Quando há tempos vos falei aqui de lingueirão à Bulhão
Pato, disse-vos quase tudo sobre as pequenas manhas a observar quando da
aquisição e depuração deste bivalve, tão excelente quanto mal-amado. Hoje irei
falar-vos do modo como o lingueirão é mais usado em Portugal: o arroz de
lingueirão.
O arroz de lingueirão é normalmente feito como qualquer
arroz de marisco ou de peixe, utilizando para a cozedura do arroz o caldo
obtido do marisco e um refogado mais ou menos puxado de cebola, alho, tomate, salsa
ou coentros, especiarias a gosto, pimento fresco às vezes e pouco mais.

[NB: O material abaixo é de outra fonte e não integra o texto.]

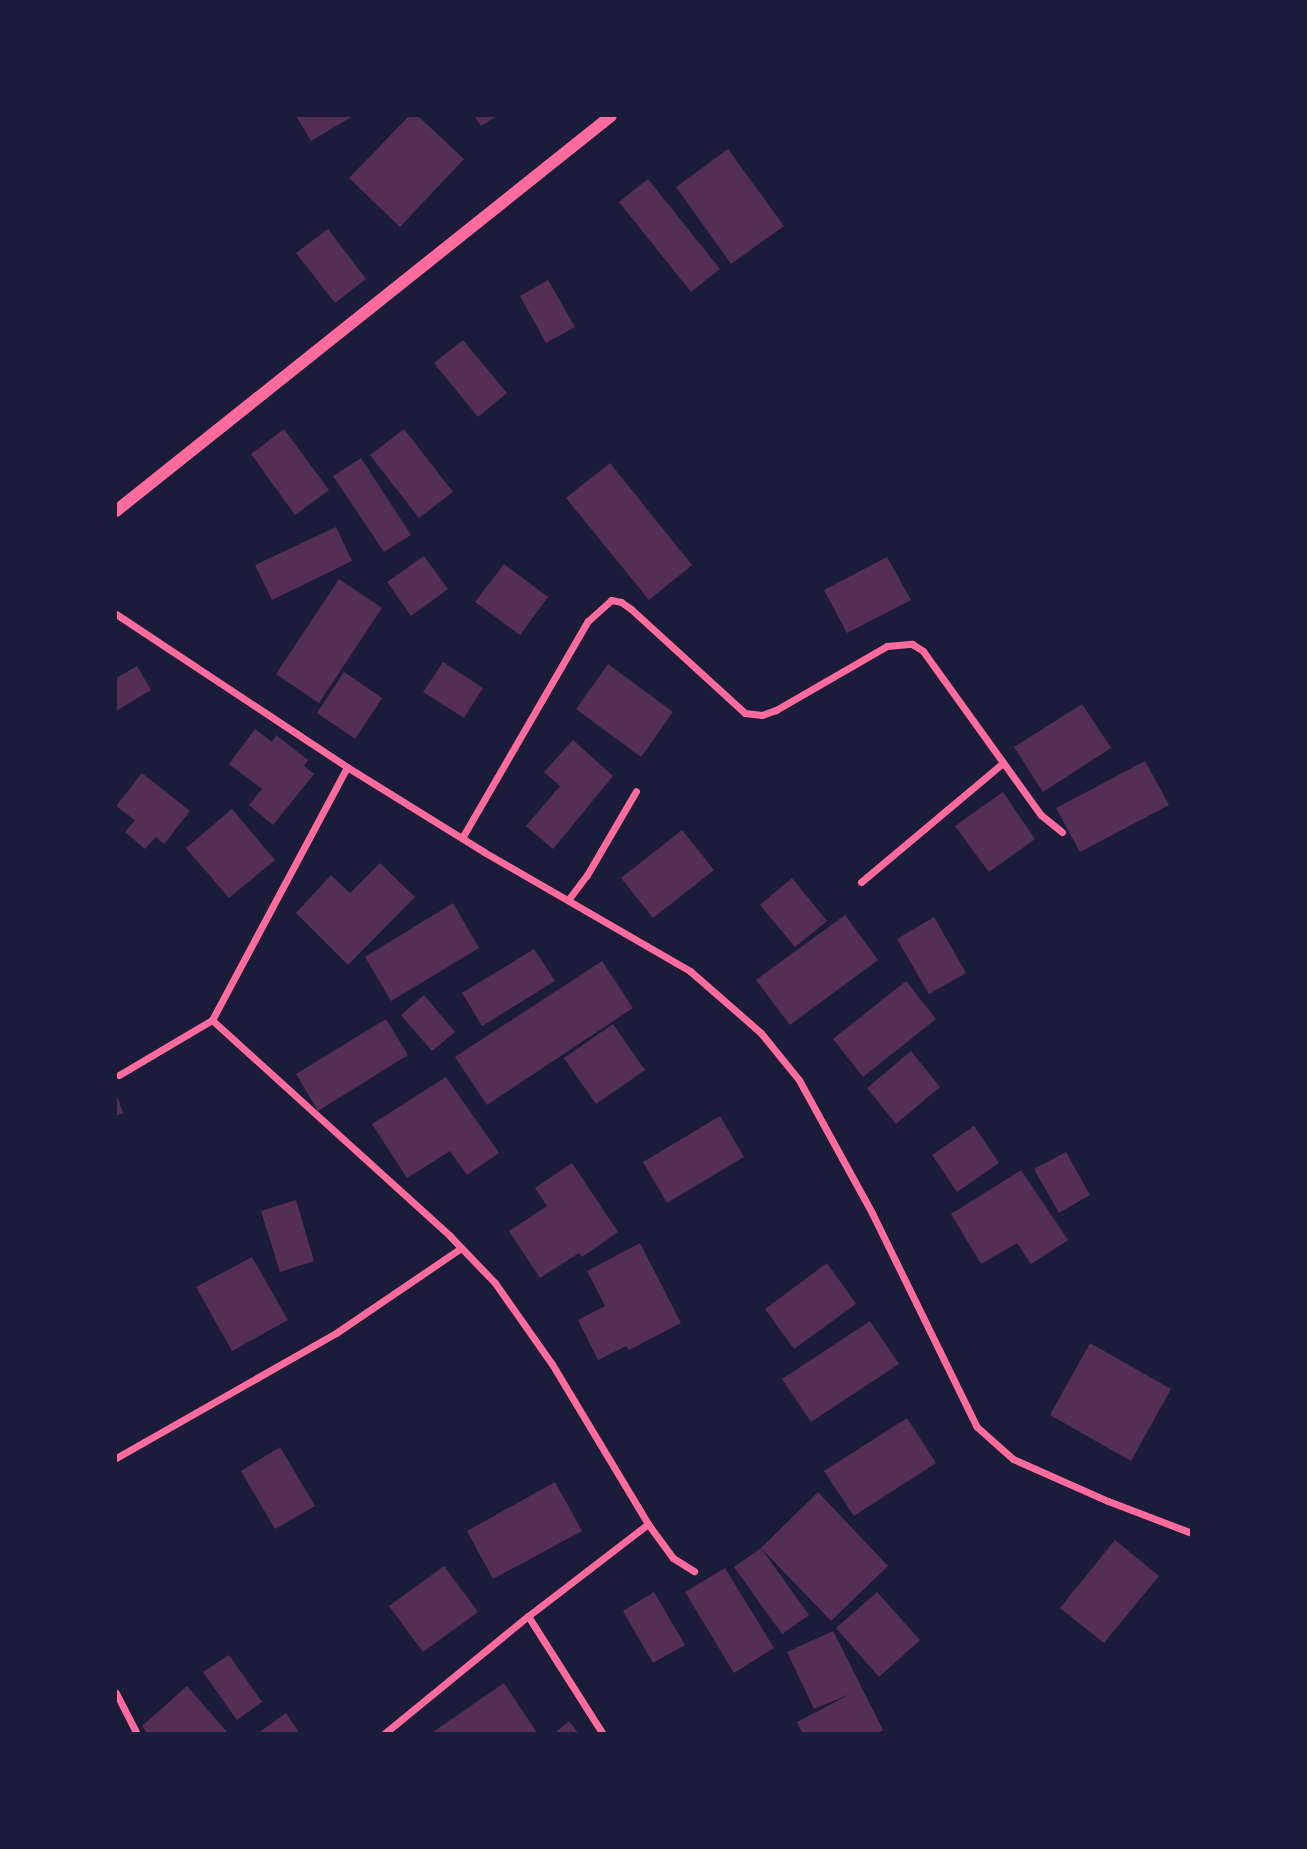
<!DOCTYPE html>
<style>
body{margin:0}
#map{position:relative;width:1307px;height:1849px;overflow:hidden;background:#1b1b3a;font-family:"Open Sans",sans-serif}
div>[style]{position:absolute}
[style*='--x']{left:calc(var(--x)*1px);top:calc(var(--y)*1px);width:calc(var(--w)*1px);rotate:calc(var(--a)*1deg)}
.building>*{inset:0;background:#542f53}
.minor>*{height:7px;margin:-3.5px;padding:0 3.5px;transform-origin:3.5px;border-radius:3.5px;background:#ff6b9d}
.tertiary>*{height:12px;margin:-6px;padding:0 6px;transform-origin:6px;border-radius:6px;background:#ff6b9d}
span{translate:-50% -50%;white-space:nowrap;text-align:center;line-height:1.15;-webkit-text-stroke:5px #1b1b3a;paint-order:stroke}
.frame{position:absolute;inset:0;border:117px solid #1b1b3a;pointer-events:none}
</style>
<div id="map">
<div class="building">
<i style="clip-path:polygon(296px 116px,353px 116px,311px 141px)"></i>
<i style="clip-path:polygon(409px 116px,418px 116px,464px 159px,400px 227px,349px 178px)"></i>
<i style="clip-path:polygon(474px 116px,497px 116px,481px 126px)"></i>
<i style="clip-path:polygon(728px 149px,784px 226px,731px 264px,676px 187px)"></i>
<i style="clip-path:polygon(648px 179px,720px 269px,691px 292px,619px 202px)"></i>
<i style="clip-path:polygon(328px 229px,366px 279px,335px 303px,296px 253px)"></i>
<i style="clip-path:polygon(548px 280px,575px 327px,546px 343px,520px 296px)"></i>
<i style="clip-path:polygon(463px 340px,507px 393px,478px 417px,434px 363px)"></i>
<i style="clip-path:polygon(284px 429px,329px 490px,295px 515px,251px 454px)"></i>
<i style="clip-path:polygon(404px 429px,453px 492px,419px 518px,370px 455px)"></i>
<i style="clip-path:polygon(361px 458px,411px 535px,384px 552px,333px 476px)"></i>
<i style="clip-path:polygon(610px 463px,692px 565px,649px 600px,566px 498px)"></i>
<i style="clip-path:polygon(336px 527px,352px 561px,272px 600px,255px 565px)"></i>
<i style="clip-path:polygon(424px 556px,448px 589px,411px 616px,387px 582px)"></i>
<i style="clip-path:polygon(887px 557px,911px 600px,847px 633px,824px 590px)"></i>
<i style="clip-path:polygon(504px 564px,548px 597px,520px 635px,475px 602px)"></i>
<i style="clip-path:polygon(339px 579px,382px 608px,319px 703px,276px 674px)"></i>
<i style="clip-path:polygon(443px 662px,483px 688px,464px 718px,423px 692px)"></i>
<i style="clip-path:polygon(608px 664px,673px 712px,641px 757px,576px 709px)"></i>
<i style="clip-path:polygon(137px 666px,151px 690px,116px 711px,116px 678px)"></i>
<i style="clip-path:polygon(344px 672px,382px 698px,355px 739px,317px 713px)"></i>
<i style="clip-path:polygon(1082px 704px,1111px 748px,1043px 792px,1014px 747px)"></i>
<i style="clip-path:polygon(255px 729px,272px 742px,276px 735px,308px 760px,304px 766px,314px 774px,273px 825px,249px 805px,262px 789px,229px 764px)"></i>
<i style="clip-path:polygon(573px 740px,613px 776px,553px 849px,526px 826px,560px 786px,544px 772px)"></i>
<i style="clip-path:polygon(1145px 761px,1169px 805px,1080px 852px,1056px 808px)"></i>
<i style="clip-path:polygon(142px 773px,190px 811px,164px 844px,156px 837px,145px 849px,125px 832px,135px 820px,116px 806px)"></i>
<i style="clip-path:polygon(1003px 792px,1035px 839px,989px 872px,955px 826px)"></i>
<i style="clip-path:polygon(232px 809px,275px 860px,229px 898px,186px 848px)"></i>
<i style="clip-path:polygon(682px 830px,714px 870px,653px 918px,621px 878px)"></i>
<i style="clip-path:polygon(380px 863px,415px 897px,348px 965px,296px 913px,331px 875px,350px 893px)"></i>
<i style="clip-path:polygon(792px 878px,827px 921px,795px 947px,760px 905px)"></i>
<i style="clip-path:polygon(453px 903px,479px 948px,391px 1001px,365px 957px)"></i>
<i style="clip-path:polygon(845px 915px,878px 960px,790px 1025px,756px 980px)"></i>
<i style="clip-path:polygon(934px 917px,966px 973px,929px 994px,897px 939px)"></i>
<i style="clip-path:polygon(534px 949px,555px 981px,482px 1026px,462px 993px)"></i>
<i style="clip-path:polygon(602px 961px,633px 1008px,487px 1105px,455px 1057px)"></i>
<i style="clip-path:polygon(906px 981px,936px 1019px,863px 1077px,833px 1039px)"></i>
<i style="clip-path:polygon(424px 995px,455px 1032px,432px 1051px,401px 1015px)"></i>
<i style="clip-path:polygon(386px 1019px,408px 1055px,318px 1111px,296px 1074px)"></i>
<i style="clip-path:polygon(613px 1024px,645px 1070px,596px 1104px,564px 1058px)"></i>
<i style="clip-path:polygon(911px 1051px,940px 1087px,896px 1124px,867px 1088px)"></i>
<i style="clip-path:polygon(446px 1077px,499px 1153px,467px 1175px,450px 1151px,407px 1178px,372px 1124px)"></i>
<i style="clip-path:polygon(116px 1093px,123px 1113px,116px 1116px)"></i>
<i style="clip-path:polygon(720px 1116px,744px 1157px,667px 1203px,643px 1162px)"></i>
<i style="clip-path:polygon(974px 1126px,999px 1163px,957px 1192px,932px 1155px)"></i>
<i style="clip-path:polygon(1066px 1152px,1090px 1195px,1059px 1213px,1034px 1169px)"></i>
<i style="clip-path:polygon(572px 1163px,618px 1232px,582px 1257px,579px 1253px,540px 1278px,509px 1231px,547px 1206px,535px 1188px)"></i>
<i style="clip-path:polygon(1021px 1170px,1068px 1240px,1031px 1264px,1017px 1243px,981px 1264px,951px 1214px)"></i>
<i style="clip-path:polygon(296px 1200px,314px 1261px,280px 1272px,261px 1211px)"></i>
<i style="clip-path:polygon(640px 1243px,681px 1323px,629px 1350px,626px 1346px,598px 1360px,578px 1320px,605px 1306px,587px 1271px)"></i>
<i style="clip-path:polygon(252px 1257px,288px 1320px,232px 1351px,196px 1287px)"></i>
<i style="clip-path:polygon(827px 1263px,856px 1304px,794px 1349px,765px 1309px)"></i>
<i style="clip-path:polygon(870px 1321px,899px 1364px,811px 1422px,782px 1379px)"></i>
<i style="clip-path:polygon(1090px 1343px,1171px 1389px,1131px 1461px,1050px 1415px)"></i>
<i style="clip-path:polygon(907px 1418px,936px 1463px,854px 1516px,824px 1471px)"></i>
<i style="clip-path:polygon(280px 1447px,315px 1506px,275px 1529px,241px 1471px)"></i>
<i style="clip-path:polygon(555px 1482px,582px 1531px,493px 1579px,467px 1531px)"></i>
<i style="clip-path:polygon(818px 1492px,888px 1566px,831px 1621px,761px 1548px,809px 1615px,782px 1634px,734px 1567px,761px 1548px)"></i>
<i style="clip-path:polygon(1115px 1540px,1159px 1576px,1104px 1643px,1060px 1608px)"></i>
<i style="clip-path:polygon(444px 1566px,478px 1612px,423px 1652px,389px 1606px)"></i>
<i style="clip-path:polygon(725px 1568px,774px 1648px,734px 1673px,685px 1592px)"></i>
<i style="clip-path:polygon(654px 1592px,685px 1645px,653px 1663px,623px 1611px)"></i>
<i style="clip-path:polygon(877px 1592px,920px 1640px,879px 1677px,836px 1628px)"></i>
<i style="clip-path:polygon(833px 1631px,883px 1730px,877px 1734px,803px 1734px,797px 1722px,850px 1694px,814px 1709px,787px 1652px)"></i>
<i style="clip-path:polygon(229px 1655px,262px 1702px,237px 1720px,203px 1672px)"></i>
<i style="clip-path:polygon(504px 1683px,538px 1734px,430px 1734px)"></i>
<i style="clip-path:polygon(187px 1686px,227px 1732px,148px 1734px,142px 1726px)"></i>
<i style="clip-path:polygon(286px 1713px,300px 1734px,257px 1734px)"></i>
<i style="clip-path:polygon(569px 1721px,579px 1734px,554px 1734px)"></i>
</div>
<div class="minor">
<i style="--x:116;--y:614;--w:277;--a:33.5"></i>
<i style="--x:347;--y:767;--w:161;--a:31.8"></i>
<i style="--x:484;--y:852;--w:238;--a:30"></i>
<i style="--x:690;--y:971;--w:94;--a:41.1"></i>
<i style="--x:761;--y:1033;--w:60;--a:51"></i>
<i style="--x:799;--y:1080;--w:152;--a:61.2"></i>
<i style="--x:872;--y:1213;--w:238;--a:63.9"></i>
<i style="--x:977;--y:1427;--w:48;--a:41.6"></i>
<i style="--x:1013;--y:1459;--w:104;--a:23.9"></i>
<i style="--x:1108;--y:1501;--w:90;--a:20.9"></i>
<i style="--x:462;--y:838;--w:251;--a:-59.9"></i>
<i style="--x:588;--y:621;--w:31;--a:-42"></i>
<i style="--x:611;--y:600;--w:10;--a:11"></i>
<i style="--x:621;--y:602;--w:12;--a:35"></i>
<i style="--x:631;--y:609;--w:154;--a:42.4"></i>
<i style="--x:745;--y:713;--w:17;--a:7"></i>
<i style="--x:762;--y:715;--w:15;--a:-20"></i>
<i style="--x:776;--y:710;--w:128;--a:-30"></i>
<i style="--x:887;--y:646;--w:25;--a:-5"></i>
<i style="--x:912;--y:644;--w:13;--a:32"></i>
<i style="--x:923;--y:651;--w:202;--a:54.3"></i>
<i style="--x:1041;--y:815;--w:27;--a:39"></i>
<i style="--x:861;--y:882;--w:185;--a:-40"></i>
<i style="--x:568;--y:900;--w:31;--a:-53"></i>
<i style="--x:587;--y:875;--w:97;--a:-59.7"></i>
<i style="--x:212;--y:1020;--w:321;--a:42.2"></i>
<i style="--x:450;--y:1236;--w:65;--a:46.2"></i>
<i style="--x:495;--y:1283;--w:99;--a:54.9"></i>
<i style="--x:552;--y:1364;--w:187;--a:59"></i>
<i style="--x:648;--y:1524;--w:151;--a:142.5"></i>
<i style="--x:528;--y:1616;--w:186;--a:140.7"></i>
<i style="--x:119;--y:1075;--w:108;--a:-30.6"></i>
<i style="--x:212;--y:1020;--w:287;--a:-61.9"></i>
<i style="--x:116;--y:1458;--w:253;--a:-29.6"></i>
<i style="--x:336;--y:1333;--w:151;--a:-34.2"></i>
<i style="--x:648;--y:1524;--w:42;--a:53.7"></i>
<i style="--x:673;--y:1558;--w:25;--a:32"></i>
<i style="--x:528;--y:1616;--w:140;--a:57.6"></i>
<i style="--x:116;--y:1693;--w:46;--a:62.9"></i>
</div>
<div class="tertiary">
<i style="--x:116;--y:511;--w:633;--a:-38.59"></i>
</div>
<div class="frame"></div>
</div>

Estes
ingredientes e as pequenas variações qualitativas e quantitativas que cada
cozinheiro imprime aos seus pratos, são o que basta para se obter belíssimos
arrozes de lingueirão, embora eu ache que o delicadíssimo sabor do que deveria
ser o rei do prato, sai algo abafado pela força dos refogados, nomeadamente do
ácido do tomate.
De anos de experiências, a velha escola da tentativa e
erro, nasceu este arroz de lingueirão, que é feito aliando várias técnicas,
daqui e dali, confecção como um risotto, rejeição
total do tomate, o uso do açafrão legítimo para abrir todo o sabor do marisco
como numa paella, enfim, é a isto que
chamo fusão, termo que normalmente anda associado a umas misturas mais ou menos
ad-hoc e espalhafatosas que nos
impingem e que a gente papa e diz que gosta mas cá por dentro vamo-nos
perguntando, muito caladinhos para não sermos tomados por broncos, “que raio é
que manga ou guacamole têm a ver com
sardinhas assadas”?
Ingredientes:
Lingueirão pequeno, bem depurado
Azeite
Cebola nova
1 dente de alho
1 cravinho
1 folha de louro
Piri-piri a gosto
Açafrão legítimo (em estames)
Pimenta preta
Sal marinho
1 copo de vinho branco, muito seco
Arroz de bago curto (carolino, carnarolli, bomba, etc.)
Preparação:
Compre e depure o lingueirão como se disse aqui.
Abra o lingueirão rapidamente, sem deixar cozer e reserve o
marisco e o líquido.
Refogue num fundo de azeite com baixa acidez, sem deixar
fritar, a cebola que deve ser dessas novas e ainda sem casca formada, com alho,
cravinho e louro que devem estar presentes em muito pequena quantidade, os
estames de açafrão e a pimenta.
Junte o arroz, envolva no refogado e quando estiver
translúcido adicione de uma só vez o vinho, que deve ser bem “seco”, isto é,
sem traços de doce (uso o BSE de José
Maria da Fonseca). Deixe evaporar bem todo o álcool antes de começar a juntar
aos poucos o caldo onde abriu os lingueirões, um pouco de cada vez, mexendo
sempre para que fique bem cremoso.
Quando o arroz estiver a seu gosto, o que ocorre entre 12
e 20 minutos depois, consoante a variedade do arroz (deve estar perfeitamente
cozido mas não com o bago aberto; isto é fácil com os arrozes para risotto ou paella e um pouco mais trabalhoso para o carolino*),
junte então os lingueirões, bem frios, cuja função é
também baixar a temperatura do arroz e impedir que continue a cozer fora do
lume.
Sirva logo.
O próprio BSE
usado no arroz, fresco, é um belíssimo acompanhante, bem como um alvarinho, o Pingo Doce - Anselmo Mendes ou, melhor
ainda mas mais caro, o Soalheiro 2011.
Nota: * …embora o carolino,
principalmente se oriundo do Mondego ou de Alcácer do Sal, bata aos pontos os
congéneres estrangeiros em matéria de sabor. Cuidado principalmente com alguns
“carolinos” vendidos baratos como marca branca de supermercado e que são
totalmente decepcionantes, suponho que nem carolino sejam.